We | Are | going | to | Mumbai | is | a | famous | place | I | am | in |
1 | 1 | 1 | 1 | 1 | 0 | 0 | 0 | 0 | 0 | 0 | 0 |
0 | 0 | 0 | 0 | 1 | 1 | 1 | 1 | 1 | 0 | 0 | 0 |
1 | 1 | 1 | 1 | 0 | 0 | 1 | 1 | 1 | 0 | 0 | 0 |
0 | 0 | 0 | 0 | 1 | 0 | 0 | 1 | 0 | 1 | 1 | 1 |
2. Classify each of the images according to how well the model’s output matches the data samples:
Here, the red dashed line is model’s output while the blue crosses are actual data samples.
Answer:
● The model’s output does not match the true function at all. Hence the model is said to be under fitting and its accuracy is lower.
● In the second case, model performance is trying to cover all the data samples even if they are out of alignment to the true function.

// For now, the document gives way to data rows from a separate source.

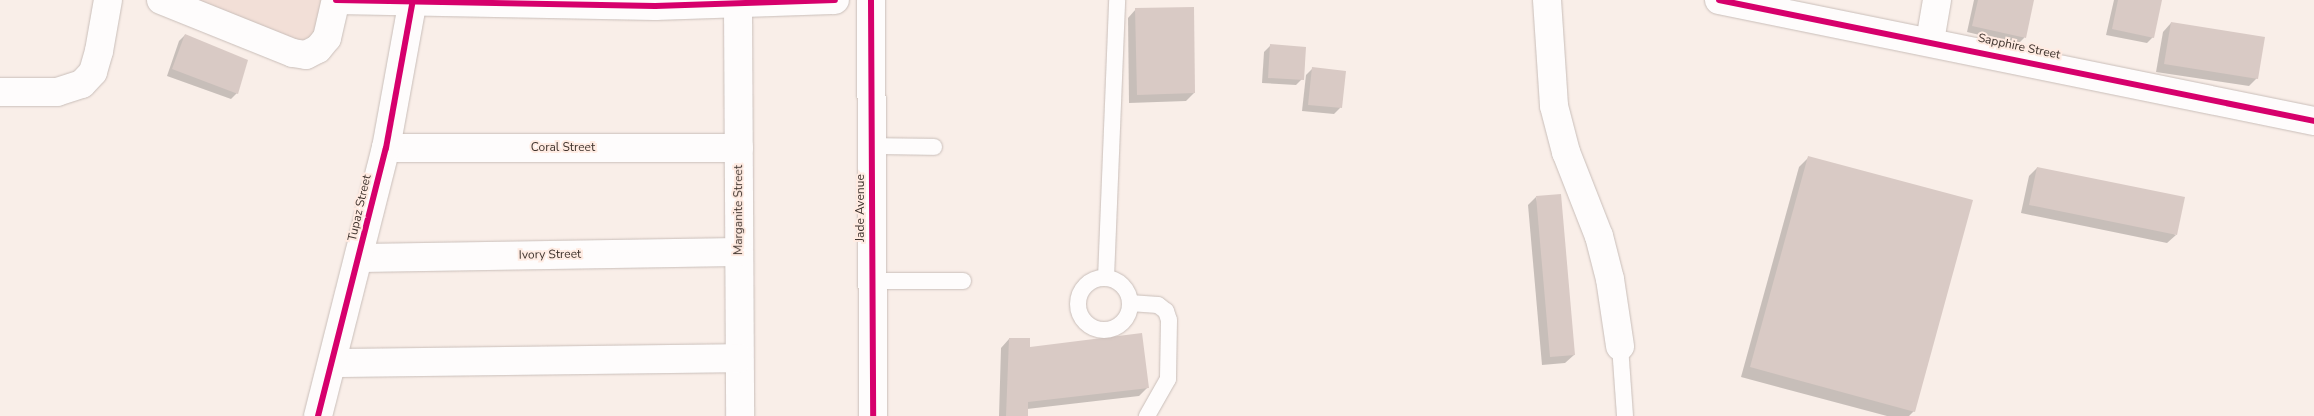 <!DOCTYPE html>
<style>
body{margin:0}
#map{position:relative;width:2314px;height:416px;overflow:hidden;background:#f9eee8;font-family:"Nunito Sans",sans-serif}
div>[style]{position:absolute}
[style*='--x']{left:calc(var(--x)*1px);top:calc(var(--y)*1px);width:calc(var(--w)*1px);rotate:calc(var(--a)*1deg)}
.built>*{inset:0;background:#f2dfd7}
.shadow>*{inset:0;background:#0003}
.building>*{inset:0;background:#d9cac5}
.roads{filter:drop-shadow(0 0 1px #c9beb9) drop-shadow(0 0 1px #c9beb9)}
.lane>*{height:16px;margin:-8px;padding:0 8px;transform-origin:8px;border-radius:8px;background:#fefcfc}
.lane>.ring{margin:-8px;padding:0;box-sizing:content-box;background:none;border:16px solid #fefcfc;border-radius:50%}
.street>*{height:28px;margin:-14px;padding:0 14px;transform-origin:14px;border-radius:14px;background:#fefcfc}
.secondary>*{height:28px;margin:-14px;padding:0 14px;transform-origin:14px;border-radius:14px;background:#fefcfc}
.cycleway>*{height:6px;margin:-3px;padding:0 3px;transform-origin:3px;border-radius:3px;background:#d6006c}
span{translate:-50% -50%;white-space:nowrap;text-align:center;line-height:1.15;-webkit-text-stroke:4px #ffebe2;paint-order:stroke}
.street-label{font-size:12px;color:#40342e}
</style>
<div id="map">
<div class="built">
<div style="clip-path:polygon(179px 0,326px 0,322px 24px,307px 45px)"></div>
</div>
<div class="shadow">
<div style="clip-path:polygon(1974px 0,2029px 0,2024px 38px,2018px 44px,1967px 32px)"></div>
<div style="clip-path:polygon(2114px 0,2161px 0,2153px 37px,2147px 43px,2106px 35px)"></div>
<div style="clip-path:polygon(1136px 9px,1194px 93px,1186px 101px,1129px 103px,1128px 18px)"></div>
<div style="clip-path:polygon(2171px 23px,2257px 78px,2249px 86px,2156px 72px,2163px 32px)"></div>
<div style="clip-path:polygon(185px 35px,237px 93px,231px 99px,167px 76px,179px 41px)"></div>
<div style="clip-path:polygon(1270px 46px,1302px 79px,1296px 85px,1262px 83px,1264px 52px)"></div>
<div style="clip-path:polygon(1312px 69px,1344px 72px,1340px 108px,1334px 114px,1302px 111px,1306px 75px)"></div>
<div style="clip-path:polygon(1809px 157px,1914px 411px,1909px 416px,1887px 416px,1741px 377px,1799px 167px)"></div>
<div style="clip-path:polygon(2037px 168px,2176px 235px,2167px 243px,2021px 213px,2029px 176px)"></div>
<div style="clip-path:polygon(1536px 197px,1574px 355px,1565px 363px,1542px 365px,1528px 205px)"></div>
<div style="clip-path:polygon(1009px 339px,1028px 348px,1148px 387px,1139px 396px,1027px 409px,1026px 416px,999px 416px,1001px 348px)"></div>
</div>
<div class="building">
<div style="clip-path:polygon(1978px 0,2034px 0,2026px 38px,1972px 26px)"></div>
<div style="clip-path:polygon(2118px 0,2162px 0,2154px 38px,2112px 29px)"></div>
<div style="clip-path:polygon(1194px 7px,1195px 93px,1137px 95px,1135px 8px)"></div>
<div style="clip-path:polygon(2171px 22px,2265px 37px,2258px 79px,2164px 64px)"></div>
<div style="clip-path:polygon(185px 34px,248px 60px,238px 94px,172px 69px)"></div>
<div style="clip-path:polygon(1270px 44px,1306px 47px,1304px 80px,1268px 78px)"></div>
<div style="clip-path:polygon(1312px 67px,1346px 71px,1342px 108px,1308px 105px)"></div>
<div style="clip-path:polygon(1808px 156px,1973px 200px,1915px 412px,1750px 367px)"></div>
<div style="clip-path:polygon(2037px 167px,2185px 197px,2177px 235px,2029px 205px)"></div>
<div style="clip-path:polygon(1561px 194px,1575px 355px,1550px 357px,1536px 196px)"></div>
<div style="clip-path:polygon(1142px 333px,1149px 388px,1028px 402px,1028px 416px,1006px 416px,1009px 338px,1030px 338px,1030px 347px)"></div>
</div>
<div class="roads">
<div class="lane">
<div style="--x:872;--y:146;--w:62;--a:0.9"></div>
<div style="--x:1106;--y:278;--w:278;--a:-87.7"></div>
<div class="ring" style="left:1078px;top:278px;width:36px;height:36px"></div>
<div style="--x:872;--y:281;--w:91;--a:0"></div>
<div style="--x:1130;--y:303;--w:28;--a:4"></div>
<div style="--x:1158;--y:305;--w:10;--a:37"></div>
<div style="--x:1166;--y:311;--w:9;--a:72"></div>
<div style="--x:1169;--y:320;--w:59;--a:91"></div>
<div style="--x:1168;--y:379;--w:43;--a:119.6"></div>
<div style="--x:1620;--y:346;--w:70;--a:85.9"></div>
</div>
<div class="street">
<div style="--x:161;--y:0;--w:142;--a:21.9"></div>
<div style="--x:293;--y:53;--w:13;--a:9"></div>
<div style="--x:306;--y:55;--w:13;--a:-27"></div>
<div style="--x:318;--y:49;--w:14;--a:-51"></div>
<div style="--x:327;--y:38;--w:39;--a:-77"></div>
<div style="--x:336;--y:0;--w:319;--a:1.1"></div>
<div style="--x:655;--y:6;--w:180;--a:-1.9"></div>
<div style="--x:871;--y:0;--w:416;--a:89.7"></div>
<div style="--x:1547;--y:0;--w:106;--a:86.2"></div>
<div style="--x:1554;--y:106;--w:48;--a:75.4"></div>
<div style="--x:1566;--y:152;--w:90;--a:68.6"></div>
<div style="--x:1599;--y:236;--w:44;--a:75.7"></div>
<div style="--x:1610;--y:279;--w:68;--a:81.5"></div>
<div style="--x:738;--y:5;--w:411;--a:89.7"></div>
<div style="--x:1930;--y:41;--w:42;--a:-80.3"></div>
<div style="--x:0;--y:92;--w:57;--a:0"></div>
<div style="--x:57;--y:92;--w:26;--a:-18"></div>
<div style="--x:82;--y:84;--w:16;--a:-47"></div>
<div style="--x:93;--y:72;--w:22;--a:-74"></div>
<div style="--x:99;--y:51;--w:52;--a:-80"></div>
<div style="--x:386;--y:148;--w:353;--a:0"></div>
<div style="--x:360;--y:258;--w:379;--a:-0.9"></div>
<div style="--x:334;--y:363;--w:405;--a:-0.7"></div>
<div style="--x:318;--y:416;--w:276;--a:-75.8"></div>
<div style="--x:386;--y:148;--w:150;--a:-79.7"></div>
</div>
<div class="secondary">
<div style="--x:1719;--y:0;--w:607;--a:11.49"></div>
</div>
</div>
<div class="cycleway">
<div style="--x:336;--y:0;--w:319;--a:1.1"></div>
<div style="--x:655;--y:6;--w:180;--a:-1.9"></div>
<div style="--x:871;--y:0;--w:416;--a:89.7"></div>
<div style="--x:1719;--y:0;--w:607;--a:11.49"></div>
<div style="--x:318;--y:416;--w:276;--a:-75.8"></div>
<div style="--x:386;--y:148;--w:150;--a:-79.7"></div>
</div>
<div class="street-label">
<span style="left:2019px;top:47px;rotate:12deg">Sapphire Street</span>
<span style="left:563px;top:148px">Coral Street</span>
<span style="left:360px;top:208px;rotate:-77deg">Tupaz Street</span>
<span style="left:861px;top:208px;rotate:-90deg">Jade Avenue</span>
<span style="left:739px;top:210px;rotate:-90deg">Marganite Street</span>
<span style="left:550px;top:255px;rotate:-1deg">Ivory Street</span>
</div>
</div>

This model is said to be over fitting and this too has a lower accuracy
● In the third one, the model’s performance matches well with the true function which states that the model has optimum accuracy and the model is called a perfect fit.
3. Explain how AI can play a role in sentiment analysis of human beings?
Answer: The goal of sentiment analysis is to identify sentiment among several posts or even in the same post where emotion is not always explicitly expressed.
Companies use Natural Language Processing applications, such as sentiment analysis, to identify opinions and sentiment online to help them understand what customers think about their products and services (i.e., “I love the new iPhone” and, a few lines later “But sometimes it doesn’t work well” where the person is still talking about the iPhone) and overall *
Beyond determining simple polarity, sentiment analysis understands sentiment in context to help better understand what’s behind an expressed opinion, which can be extremely relevant in understanding and driving purchasing decisions.